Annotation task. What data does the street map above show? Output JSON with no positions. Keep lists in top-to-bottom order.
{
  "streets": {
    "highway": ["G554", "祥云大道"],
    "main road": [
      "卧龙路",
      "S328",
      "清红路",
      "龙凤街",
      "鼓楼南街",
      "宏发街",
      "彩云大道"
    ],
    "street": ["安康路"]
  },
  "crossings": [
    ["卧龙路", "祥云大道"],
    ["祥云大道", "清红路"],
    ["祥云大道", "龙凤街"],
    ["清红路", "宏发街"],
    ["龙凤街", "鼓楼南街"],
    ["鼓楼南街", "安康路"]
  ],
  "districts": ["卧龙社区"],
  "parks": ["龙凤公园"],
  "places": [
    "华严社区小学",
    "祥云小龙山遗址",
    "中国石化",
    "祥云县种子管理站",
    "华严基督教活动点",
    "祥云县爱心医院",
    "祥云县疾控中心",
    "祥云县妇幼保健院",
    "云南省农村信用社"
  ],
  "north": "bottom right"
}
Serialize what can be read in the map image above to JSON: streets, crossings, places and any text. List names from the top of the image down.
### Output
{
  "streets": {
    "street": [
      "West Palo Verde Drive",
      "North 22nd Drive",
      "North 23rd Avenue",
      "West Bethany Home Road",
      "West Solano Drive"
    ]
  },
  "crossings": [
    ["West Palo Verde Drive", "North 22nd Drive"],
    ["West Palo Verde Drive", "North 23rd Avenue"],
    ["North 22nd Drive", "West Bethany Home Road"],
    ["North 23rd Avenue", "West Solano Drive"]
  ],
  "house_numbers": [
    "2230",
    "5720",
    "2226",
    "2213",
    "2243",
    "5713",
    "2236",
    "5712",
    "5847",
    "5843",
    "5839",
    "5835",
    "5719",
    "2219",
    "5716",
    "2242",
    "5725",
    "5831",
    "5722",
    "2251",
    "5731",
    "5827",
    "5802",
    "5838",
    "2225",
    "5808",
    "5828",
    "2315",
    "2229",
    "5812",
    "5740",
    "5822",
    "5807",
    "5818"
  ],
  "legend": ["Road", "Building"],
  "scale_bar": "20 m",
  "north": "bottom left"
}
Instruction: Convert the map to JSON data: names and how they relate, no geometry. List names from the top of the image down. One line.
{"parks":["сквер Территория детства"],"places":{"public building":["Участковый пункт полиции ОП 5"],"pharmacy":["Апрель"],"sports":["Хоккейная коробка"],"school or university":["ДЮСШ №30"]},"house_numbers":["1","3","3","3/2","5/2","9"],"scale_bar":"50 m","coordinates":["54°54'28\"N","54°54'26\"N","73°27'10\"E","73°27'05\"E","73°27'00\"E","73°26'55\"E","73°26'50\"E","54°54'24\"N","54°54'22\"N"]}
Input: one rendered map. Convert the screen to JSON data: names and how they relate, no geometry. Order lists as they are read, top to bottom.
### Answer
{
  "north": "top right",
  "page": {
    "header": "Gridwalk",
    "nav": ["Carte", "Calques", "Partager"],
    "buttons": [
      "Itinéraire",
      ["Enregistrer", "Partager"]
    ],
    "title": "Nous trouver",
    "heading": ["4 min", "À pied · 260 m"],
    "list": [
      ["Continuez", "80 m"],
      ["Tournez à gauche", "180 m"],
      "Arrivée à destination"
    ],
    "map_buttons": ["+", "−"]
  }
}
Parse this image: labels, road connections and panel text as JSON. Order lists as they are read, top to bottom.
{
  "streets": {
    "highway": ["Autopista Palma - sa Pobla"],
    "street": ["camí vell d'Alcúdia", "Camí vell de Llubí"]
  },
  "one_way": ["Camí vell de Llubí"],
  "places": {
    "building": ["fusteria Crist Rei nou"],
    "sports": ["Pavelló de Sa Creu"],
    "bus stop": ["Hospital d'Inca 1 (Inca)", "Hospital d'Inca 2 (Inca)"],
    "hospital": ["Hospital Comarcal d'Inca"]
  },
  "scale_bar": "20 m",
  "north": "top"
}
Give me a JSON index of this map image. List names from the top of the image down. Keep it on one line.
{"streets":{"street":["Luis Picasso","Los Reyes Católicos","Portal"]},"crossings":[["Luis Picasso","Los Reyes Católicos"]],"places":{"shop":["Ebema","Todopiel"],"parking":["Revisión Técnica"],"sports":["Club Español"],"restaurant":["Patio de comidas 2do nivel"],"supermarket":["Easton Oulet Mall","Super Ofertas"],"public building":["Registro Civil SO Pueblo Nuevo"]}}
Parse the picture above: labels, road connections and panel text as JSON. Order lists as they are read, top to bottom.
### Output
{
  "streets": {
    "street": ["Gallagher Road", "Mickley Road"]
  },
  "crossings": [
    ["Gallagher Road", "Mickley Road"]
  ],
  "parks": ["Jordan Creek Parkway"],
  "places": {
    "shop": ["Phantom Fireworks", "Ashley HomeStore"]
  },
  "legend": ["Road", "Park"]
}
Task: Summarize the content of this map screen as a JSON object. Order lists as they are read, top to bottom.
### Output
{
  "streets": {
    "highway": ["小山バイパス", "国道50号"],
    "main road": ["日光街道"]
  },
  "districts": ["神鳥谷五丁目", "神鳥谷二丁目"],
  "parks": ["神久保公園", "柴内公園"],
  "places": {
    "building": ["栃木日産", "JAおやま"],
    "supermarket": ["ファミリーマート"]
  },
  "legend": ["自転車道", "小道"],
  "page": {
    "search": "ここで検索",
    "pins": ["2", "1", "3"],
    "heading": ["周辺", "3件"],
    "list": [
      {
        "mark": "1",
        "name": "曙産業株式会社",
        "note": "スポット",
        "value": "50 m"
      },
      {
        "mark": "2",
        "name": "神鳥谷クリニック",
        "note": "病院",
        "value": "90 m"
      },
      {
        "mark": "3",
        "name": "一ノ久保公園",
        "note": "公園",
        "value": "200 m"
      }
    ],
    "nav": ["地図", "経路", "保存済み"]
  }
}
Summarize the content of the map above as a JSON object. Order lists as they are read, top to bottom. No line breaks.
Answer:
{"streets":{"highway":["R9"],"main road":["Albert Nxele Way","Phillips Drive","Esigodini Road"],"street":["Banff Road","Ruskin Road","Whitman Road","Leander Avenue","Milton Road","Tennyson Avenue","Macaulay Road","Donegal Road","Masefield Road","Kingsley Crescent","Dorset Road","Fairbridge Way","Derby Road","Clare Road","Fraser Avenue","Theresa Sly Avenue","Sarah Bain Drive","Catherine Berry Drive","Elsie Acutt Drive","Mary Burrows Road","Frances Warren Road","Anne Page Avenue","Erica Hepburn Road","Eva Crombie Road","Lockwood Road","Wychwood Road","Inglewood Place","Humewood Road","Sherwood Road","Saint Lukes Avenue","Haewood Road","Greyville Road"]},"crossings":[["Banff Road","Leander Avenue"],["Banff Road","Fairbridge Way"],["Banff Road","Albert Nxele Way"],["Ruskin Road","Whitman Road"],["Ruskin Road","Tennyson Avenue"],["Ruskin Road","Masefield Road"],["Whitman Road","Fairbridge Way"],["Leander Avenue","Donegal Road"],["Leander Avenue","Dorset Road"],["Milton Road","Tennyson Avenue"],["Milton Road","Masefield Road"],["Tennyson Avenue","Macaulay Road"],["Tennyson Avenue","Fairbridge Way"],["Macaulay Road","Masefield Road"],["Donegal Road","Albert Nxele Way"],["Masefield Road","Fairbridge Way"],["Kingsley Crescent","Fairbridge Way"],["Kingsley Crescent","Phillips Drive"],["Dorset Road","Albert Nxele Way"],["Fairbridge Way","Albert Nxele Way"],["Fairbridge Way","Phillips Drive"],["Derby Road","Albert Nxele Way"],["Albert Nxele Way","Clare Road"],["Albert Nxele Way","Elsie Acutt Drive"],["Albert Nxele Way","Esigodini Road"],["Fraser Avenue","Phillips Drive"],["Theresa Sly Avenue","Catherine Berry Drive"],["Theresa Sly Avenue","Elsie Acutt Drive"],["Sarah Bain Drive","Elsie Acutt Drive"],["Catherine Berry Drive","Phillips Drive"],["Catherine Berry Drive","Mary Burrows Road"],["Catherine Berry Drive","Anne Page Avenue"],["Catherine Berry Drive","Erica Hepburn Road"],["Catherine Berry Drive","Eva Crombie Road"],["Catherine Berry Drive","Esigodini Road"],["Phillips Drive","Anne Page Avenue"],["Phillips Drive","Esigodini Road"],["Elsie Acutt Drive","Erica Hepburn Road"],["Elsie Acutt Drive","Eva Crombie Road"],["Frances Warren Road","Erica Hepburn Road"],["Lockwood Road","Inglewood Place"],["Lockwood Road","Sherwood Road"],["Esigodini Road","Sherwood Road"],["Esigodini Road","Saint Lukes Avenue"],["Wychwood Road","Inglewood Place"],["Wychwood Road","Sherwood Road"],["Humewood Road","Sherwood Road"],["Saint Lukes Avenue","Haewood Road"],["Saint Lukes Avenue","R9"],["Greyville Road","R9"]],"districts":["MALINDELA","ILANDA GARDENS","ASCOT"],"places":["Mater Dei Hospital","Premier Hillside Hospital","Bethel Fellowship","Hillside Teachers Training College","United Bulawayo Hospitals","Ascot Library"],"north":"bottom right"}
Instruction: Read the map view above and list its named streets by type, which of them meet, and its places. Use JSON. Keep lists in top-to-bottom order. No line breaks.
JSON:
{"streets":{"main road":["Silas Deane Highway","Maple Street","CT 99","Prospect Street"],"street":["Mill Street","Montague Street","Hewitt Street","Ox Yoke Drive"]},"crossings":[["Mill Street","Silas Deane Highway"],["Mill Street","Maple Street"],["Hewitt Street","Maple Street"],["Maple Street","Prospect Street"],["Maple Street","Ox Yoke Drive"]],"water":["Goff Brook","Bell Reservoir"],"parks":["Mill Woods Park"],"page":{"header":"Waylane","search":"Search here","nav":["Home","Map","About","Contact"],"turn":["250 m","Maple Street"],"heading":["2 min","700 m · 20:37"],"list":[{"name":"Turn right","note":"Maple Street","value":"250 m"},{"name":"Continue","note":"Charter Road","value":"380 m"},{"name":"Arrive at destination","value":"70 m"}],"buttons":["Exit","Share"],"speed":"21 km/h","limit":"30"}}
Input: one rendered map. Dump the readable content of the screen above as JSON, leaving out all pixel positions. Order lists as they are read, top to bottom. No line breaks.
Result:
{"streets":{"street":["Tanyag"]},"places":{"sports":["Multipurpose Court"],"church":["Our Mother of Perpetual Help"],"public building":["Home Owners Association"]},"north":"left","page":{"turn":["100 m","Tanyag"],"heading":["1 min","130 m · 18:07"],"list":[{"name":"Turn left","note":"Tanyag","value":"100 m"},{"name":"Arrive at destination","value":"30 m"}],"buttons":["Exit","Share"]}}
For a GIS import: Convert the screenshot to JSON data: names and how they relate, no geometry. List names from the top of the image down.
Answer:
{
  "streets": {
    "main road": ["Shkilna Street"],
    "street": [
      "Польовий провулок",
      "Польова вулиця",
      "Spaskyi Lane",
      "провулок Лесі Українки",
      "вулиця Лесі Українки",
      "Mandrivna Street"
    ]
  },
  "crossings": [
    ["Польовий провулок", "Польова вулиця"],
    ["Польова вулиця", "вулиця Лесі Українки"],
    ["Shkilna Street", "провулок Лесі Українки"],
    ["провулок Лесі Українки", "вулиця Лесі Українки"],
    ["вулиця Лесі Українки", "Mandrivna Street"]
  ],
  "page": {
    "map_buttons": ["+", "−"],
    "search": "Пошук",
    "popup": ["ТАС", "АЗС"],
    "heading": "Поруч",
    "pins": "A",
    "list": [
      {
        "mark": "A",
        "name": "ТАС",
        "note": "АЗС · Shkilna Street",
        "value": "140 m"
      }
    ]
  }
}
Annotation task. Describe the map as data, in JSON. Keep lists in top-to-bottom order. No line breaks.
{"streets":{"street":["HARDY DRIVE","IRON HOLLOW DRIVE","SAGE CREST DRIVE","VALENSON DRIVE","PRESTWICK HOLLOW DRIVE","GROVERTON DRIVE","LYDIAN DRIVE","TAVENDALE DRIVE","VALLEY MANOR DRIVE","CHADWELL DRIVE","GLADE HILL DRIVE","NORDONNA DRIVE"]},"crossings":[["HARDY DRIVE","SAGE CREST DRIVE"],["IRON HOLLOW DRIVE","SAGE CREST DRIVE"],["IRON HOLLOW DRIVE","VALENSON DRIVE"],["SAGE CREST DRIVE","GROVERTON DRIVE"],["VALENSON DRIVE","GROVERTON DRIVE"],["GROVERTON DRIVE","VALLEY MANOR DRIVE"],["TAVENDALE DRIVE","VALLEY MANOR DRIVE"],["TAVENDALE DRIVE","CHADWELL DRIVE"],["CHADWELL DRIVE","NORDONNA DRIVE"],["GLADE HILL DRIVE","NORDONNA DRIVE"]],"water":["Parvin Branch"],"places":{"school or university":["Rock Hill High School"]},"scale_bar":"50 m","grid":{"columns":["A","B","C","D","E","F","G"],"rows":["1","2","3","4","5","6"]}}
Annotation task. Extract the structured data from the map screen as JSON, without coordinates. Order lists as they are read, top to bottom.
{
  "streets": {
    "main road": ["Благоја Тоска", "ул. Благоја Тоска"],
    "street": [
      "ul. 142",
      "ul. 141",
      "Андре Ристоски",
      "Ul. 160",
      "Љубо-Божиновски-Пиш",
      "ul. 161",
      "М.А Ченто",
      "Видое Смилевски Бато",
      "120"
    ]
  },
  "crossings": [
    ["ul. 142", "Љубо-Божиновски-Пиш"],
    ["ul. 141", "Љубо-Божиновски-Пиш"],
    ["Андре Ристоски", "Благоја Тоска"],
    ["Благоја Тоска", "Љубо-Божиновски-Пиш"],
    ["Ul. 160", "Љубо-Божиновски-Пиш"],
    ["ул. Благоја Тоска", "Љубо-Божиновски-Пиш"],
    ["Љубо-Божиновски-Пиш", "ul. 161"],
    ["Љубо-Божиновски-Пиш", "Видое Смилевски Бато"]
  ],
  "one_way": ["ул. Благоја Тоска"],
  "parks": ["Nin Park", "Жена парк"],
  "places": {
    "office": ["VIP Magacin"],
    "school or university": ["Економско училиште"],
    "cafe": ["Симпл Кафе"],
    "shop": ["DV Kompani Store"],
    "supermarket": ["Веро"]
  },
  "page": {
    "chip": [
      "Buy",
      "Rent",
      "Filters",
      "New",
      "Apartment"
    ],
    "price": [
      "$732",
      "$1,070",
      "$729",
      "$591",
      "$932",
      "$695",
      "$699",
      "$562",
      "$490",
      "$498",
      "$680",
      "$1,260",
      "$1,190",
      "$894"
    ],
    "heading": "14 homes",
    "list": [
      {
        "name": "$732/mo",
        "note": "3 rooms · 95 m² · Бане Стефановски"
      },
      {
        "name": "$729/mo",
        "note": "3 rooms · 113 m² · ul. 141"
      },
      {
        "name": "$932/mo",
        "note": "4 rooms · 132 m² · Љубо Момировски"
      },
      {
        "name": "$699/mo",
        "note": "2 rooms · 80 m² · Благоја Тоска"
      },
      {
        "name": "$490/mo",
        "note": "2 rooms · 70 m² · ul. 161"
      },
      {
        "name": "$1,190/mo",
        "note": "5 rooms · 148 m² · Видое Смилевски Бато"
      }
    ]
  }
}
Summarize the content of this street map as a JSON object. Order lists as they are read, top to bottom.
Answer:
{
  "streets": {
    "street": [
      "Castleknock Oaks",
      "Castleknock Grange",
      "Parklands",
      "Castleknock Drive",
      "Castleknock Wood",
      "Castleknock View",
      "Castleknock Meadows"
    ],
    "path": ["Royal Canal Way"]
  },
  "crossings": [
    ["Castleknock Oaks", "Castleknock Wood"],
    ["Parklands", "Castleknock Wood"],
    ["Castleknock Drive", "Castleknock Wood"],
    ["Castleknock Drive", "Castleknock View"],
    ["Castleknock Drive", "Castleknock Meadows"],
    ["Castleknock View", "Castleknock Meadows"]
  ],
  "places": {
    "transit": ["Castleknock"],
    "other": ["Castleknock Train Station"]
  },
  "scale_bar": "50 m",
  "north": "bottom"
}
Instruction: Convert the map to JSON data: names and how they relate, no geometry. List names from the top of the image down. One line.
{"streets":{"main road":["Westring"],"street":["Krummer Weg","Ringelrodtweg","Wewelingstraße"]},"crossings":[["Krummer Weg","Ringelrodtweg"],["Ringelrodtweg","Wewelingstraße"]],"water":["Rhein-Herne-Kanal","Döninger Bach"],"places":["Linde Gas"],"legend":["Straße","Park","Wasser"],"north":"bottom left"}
|---|
Could you please find every line of the listing above holding the string "Смилевски" and copy it?

* [SOLUTION TO THE PROBLEM]
      "Видое Смилевски Бато",
    ["Љубо-Божиновски-Пиш", "Видое Смилевски Бато"]
        "note": "5 rooms · 148 m² · Видое Смилевски Бато"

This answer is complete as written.